**ASSIGNMENT:**
Check each line of the entries. Copy the ones that contain the string "minor".

Saved entries:

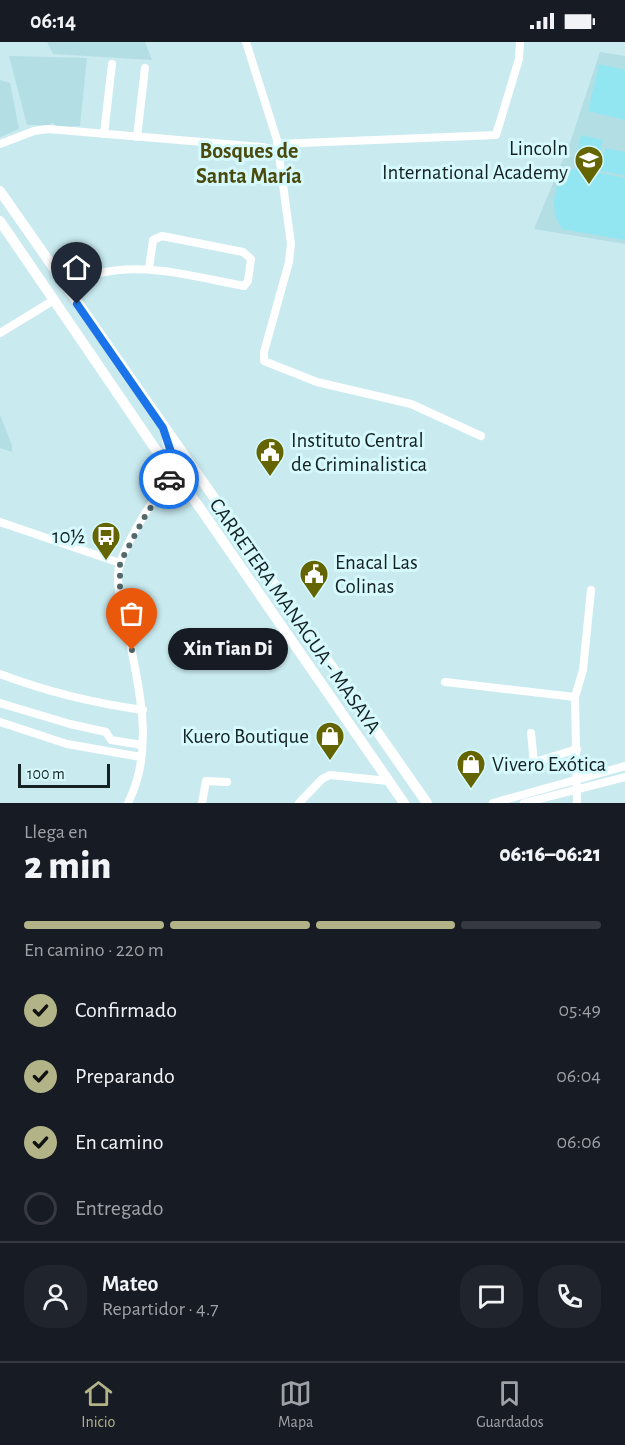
<!DOCTYPE html>
<html lang="es">
<head>
<meta charset="utf-8">
<style>
	body { margin:0; font-family:"Alegreya Sans",sans-serif; background:#20242c; color:#f1f3f6; height:100vh; display:flex; flex-direction:column; font-size:22px; white-space:nowrap }
	* { box-sizing:border-box; margin:0 }
	p { font-size:20px; color:#9ea1a6 }
	.icon { flex:none; width:33px; height:33px; fill:none; stroke:currentColor; stroke-width:2; stroke-linecap:round; stroke-linejoin:round }
	.map { position:relative; height:761px; overflow:hidden }
	.drawer { display:flex; flex-direction:column; background:#171b24; flex:1 }
	.drawer>* { flex:none }
	.scale { position:absolute; left:18px; bottom:15px; width:92px; box-sizing:border-box; padding-left:6px; border:3px solid #152223; border-top:0; font-size:16px; line-height:21px; white-space:nowrap; color:#152223; -webkit-text-stroke:4px #d6f9fd; paint-order:stroke }
	.pin { position:absolute; display:grid; place-items:center; width:51px; height:51px; color:#fff; margin:-62px -26px; border-radius:50% 50% 50% 0; rotate:-45deg; box-shadow:0 0 6px #0007 }
	.pin .icon { rotate:45deg }
	.courier { position:absolute; display:grid; place-items:center; width:60px; height:60px; margin:-30px; border:4px solid #1a73e8; border-radius:50%; background:#fff; color:#222; box-shadow:0 2px 8px #0007 }
	.bubble { position:absolute; height:42px; border-radius:21px; background:#171b24; box-shadow:0 2px 4px #0004; font-size:20px; font-weight:800; line-height:42px; text-align:center }
	.head em { font-style:normal; font-weight:800 }
	.head div { display:flex; flex-direction:column-reverse }
	.head { display:flex; align-items:center; justify-content:space-between; height:102px; padding:0 24px }
	h1 { font-size:39px; font-weight:800; line-height:45px }
	.bar { display:grid; grid-template-columns:repeat(4,1fr); gap:9px 6px; align-content:center; height:72px; padding:0 24px }
	.bar i { height:8px; border-radius:4px; background:#363941 }
	.bar .current { background:#b2b387 }
	.bar p { grid-column:span 4 }
	.line { display:flex; align-items:center; gap:15px; padding:0 24px; border-top:2px solid #363941 }
	.line div { flex:1 }
	.round { display:grid; place-items:center; flex:none; width:63px; height:63px; border-radius:24px; background:#20242c }
	ol { padding:0 24px; list-style:none }
	li { display:flex; align-items:center; gap:18px; height:66px }
	li p { margin-inline-start:auto }
	li .icon { padding:6px; border-radius:50%; background:#b2b387; color:#111; stroke-width:4 }
	li:last-child { color:#9ea1a6 }
	li i { width:33px; height:33px; border:3px solid #363941; border-radius:50% }
	.status { display:flex; justify-content:space-between; align-items:center; height:42px; padding:0 30px; background:#171b24; direction:ltr }
	.status svg { height:16px; fill:currentColor }
	.tabs { display:flex; justify-content:space-around; align-items:center; height:84px; border-top:2px solid #363941; background:#171b24; font-size:16px; color:#9ea1a6 }
	.tabs a { display:grid; justify-items:center; gap:3px }
	.tabs .current { color:#b2b387 }
	.map>svg:first-child { display:block }
	.built { fill:#b3dee4 }
	.green { fill:#91e6f1 }
	.lines { fill:none; stroke-linecap:round; stroke-linejoin:round }
	.minor { stroke:#fff; stroke-width:8 }
	.highway { stroke:#fff; stroke-width:10 }
	.done { stroke:#54686b; stroke-width:6; stroke-dasharray:0 10.8 }
	.route { stroke:#1a73e8; stroke-width:8 }
	.labels { text-anchor:middle; dominant-baseline:central; stroke-width:6; stroke-linejoin:round; paint-order:stroke }
	.poi-label { font-size:21px; fill:#152223; stroke:#d6f9fd; text-anchor:end }
	.street-label { font-size:21px; fill:#152223; stroke:#d6f9fd }
	.neighbourhood-label { font-size:22px; font-weight:bold; fill:#494a0c; stroke:#d6f9fd }
</style>
</head>
<body>
<div class="status"><b>06:14</b><svg viewBox="0 0 49 12"><path d="M0 12V9h3v3zM5 12V6h3v6zM10 12V3h3v9zM15 12V0h3v12zM26 1h20v11H26zM47 4h2v5h-2z"/></svg></div>
<div class="map">
<svg width="625" height="761" viewBox="0 0 625 761">
	<rect width="100%" height="100%" fill="#c9ebf0"/>
	<g class="built">
		<path d="M47,0H145L152,18L53,12Z"/>
		<path d="M600,10L625,14V202L534,187L571,98Z"/>
		<path d="M9,14L87,16L80,84L58,85L52,81L50,83H27Z"/>
		<path d="M0,38L10,41L19,87L0,95Z"/>
		<path d="M0,373L12,403V410L0,406Z"/>
	</g>
	<g class="green">
		<path d="M599,22L625,28V78L588,69Z"/>
		<path d="M581,93L603,98L598,121L576,117Z"/>
		<path d="M605,106L625,110V133L601,129Z"/>
		<path d="M575,126L625,136V198L562,187C548,167 552,137 575,126Z"/>
	</g>
	<g class="lines">
		<g class="minor">
			<path d="M246,0L277,98L291,202L289,220L264,310V319L317,340L411,362L481,394"/>
			<path d="M104,92L112,22"/>
			<path d="M137,95L145,26"/>
			<path d="M0,102L34,89L48,87L262,105L278,108"/>
			<path d="M277,102L496,93L519,17L520,0"/>
			<path d="M65,245C121,212 184,233 244,244L248,239L251,217L243,210L162,194L153,198L149,226"/>
			<path d="M0,291L54,258"/>
			<path d="M0,480L120,521"/>
			<path d="M0,632C47,650 93,661 143,668"/>
			<path d="M445,640L575,655"/>
			<path d="M0,661L70,682L106,690L111,698L142,703"/>
			<path d="M0,680L67,702L141,715"/>
			<path d="M531,691L534,721"/>
			<path d="M516,726L577,707"/>
			<path d="M128,761C156,706 138,642 127,586C123,568 117,549 118,531C120,509 157,448 174,433"/>
			<path d="M202,761L206,739L227,740"/>
			<path d="M299,761L322,737L330,733L388,739"/>
			<path d="M493,761L625,724"/>
			<path d="M524,761L625,735"/>
			<path d="M577,761L575,655L583,628L591,548"/>
		</g>
		<g class="highway">
			<path d="M0,149L427,761"/>
			<path d="M0,179L154,405L200,466L404,761"/>
			<path d="M167,398L174,432"/>
			<path d="M157,413L161,433L157,454L173,450L191,454"/>
		</g>
	</g>
	<g class="lines">
		<path class="done" d="M132,608L120,552V521L144,476L169,437"/>
		<path class="route" d="M77,262L163,386L171,410L174,433L169,437"/>
	</g>
	<defs>
		<g id="school-pin" transform="scale(1.5)"><path d="M0 17L-7.5 6A9.5 9.5 0 1 1 7.5 6Z" fill="#646500" stroke="#d6f9fd"/><path d="M0-5L7-2L0 1L-7-2ZM-4 1L0 2.5L4 1V4Q0 6-4 4Z" fill="#fff"/></g>
		<g id="civic-pin" transform="scale(1.5)"><path d="M0 17L-7.5 6A9.5 9.5 0 1 1 7.5 6Z" fill="#646500" stroke="#d6f9fd"/><path d="M-.6-6.5H3V-4.5H.6V-3L4-1V1h2V6H-6V1h2V-1L-.6-3ZM-1.2 2.5V6h2.4V2.5Z" fill="#fff"/></g>
		<g id="bus-pin" transform="scale(1.5)"><path d="M0 17L-7.5 6A9.5 9.5 0 1 1 7.5 6Z" fill="#646500" stroke="#d6f9fd"/><path d="M-5-6H5V4H4V6H2V4H-2V6H-4V4H-5ZM-3.5-4V0h7V-4ZM-3.5 1.2v1.5H-2V1.2ZM2 1.2v1.5H3.5V1.2Z" fill="#fff"/></g>
		<g id="shop-pin" transform="scale(1.5)"><path d="M0 17L-7.5 6A9.5 9.5 0 1 1 7.5 6Z" fill="#646500" stroke="#d6f9fd"/><path d="M-5-2.5h2.3a2.7 3.5 0 0 1 5.4 0H5L5.5 6h-11ZM-1.5-2.5h3a1.5 2.3 0 0 0-3 0Z" fill="#fff"/></g>
	</defs>
	<g fill-rule="evenodd">
		<use href="#school-pin" x="589" y="118"/>
		<use href="#civic-pin" x="270" y="410"/>
		<use href="#bus-pin" x="106" y="494"/>
		<use href="#civic-pin" x="314" y="532"/>
		<use href="#shop-pin" x="330" y="694"/>
		<use href="#shop-pin" x="471" y="722"/>
	</g>
	<g class="labels">
		<g class="poi-label">
			<text x="568" y="106">Lincoln<tspan x="568" dy="24">International Academy</tspan></text>
			<text x="291" y="398" text-anchor="start">Instituto Central<tspan x="291" dy="24">de Criminalistica</tspan></text>
			<text x="85" y="494">10½</text>
			<text x="335" y="520" text-anchor="start">Enacal Las<tspan x="335" dy="24">Colinas</tspan></text>
			<text x="309" y="694">Kuero Boutique</text>
			<text x="492" y="722" text-anchor="start">Vivero Exótica</text>
		</g>
		<g class="street-label">
			<text transform="translate(295 574) rotate(55)">CARRETERA MANAGUA - MASAYA</text>
		</g>
		<g class="neighbourhood-label">
			<text x="249" y="109">Bosques de<tspan x="249" dy="25">Santa María</tspan></text>
		</g>
	</g>
</svg>
<div class="scale">100 m</div>
<div class="pin" style="left:132px;top:608px;background:#ea580c"><svg class="icon" aria-label="bag" viewBox="0 0 24 24"><path d="M5 8h14l-1 12H6zM9 8a3 3 0 0 1 6 0"/></svg></div>
<div class="pin" style="left:77px;top:262px;background:#1f2937"><svg class="icon" aria-label="home" viewBox="0 0 24 24"><path d="M3 11l9-7 9 7M6 9v11h12V9"/></svg></div>
<div class="courier" style="left:169px;top:437px"><svg class="icon" aria-label="car" viewBox="0 0 24 24"><path d="M5 17H2v-5l4-1 3-4h7l3 4 3 1v5h-3M9 17h6M6 11h13"/><circle cx="7" cy="17" r="2"/><circle cx="17" cy="17" r="2"/></svg></div>
<div class="bubble" style="left:168px;top:586px;width:120px">Xin Tian Di</div>
</div>
<section class="drawer">
<div class="head"><div><h1>2 min</h1><p>Llega en</p></div><em>06:16–06:21</em></div>
<div class="bar"><i class="current"></i><i class="current"></i><i class="current"></i><i></i><p>En camino · 220 m</p></div>
<ol>
<li><svg class="icon" aria-label="check" viewBox="0 0 24 24"><path d="M5 12l5 5 9-10"/></svg>Confirmado<p>05:49</p></li>
<li><svg class="icon" aria-label="check" viewBox="0 0 24 24"><path d="M5 12l5 5 9-10"/></svg>Preparando<p>06:04</p></li>
<li><svg class="icon" aria-label="check" viewBox="0 0 24 24"><path d="M5 12l5 5 9-10"/></svg>En camino<p>06:06</p></li>
<li><i></i>Entregado</li>
</ol>
<div class="line" style="height:108px"><a class="round"><svg class="icon" aria-label="person" viewBox="0 0 24 24"><circle cx="12" cy="8" r="4"/><path d="M4 21q1-7 8-7t8 7"/></svg></a><div><b>Mateo</b><p>Repartidor · 4.7</p></div><a class="round"><svg class="icon" aria-label="chat" viewBox="0 0 24 24"><path d="M4 5h16v11H9l-5 4z"/></svg></a><a class="round"><svg class="icon" aria-label="phone" viewBox="0 0 24 24"><path d="M5 4h4l2 5-3 2q2 4 5 5l2-3 5 2v4C11 20 4 13 5 4z"/></svg></a></div>
</section>
<nav class="tabs">
<a class="current"><svg class="icon" aria-label="home" viewBox="0 0 24 24"><path d="M3 11l9-7 9 7M6 9v11h12V9"/></svg>Inicio</a>
<a><svg class="icon" aria-label="map" viewBox="0 0 24 24"><path d="M3 6l6-2 6 2 6-2v14l-6 2-6-2-6 2zM9 4v14M15 6v14"/></svg>Mapa</a>
<a><svg class="icon" aria-label="saved" viewBox="0 0 24 24"><path d="M7 4h10v16l-5-4-5 4z"/></svg>Guardados</a>
</nav>
</body>
</html>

**TASK OUTPUT:**
	.minor { stroke:#fff; stroke-width:8 }
		<g class="minor">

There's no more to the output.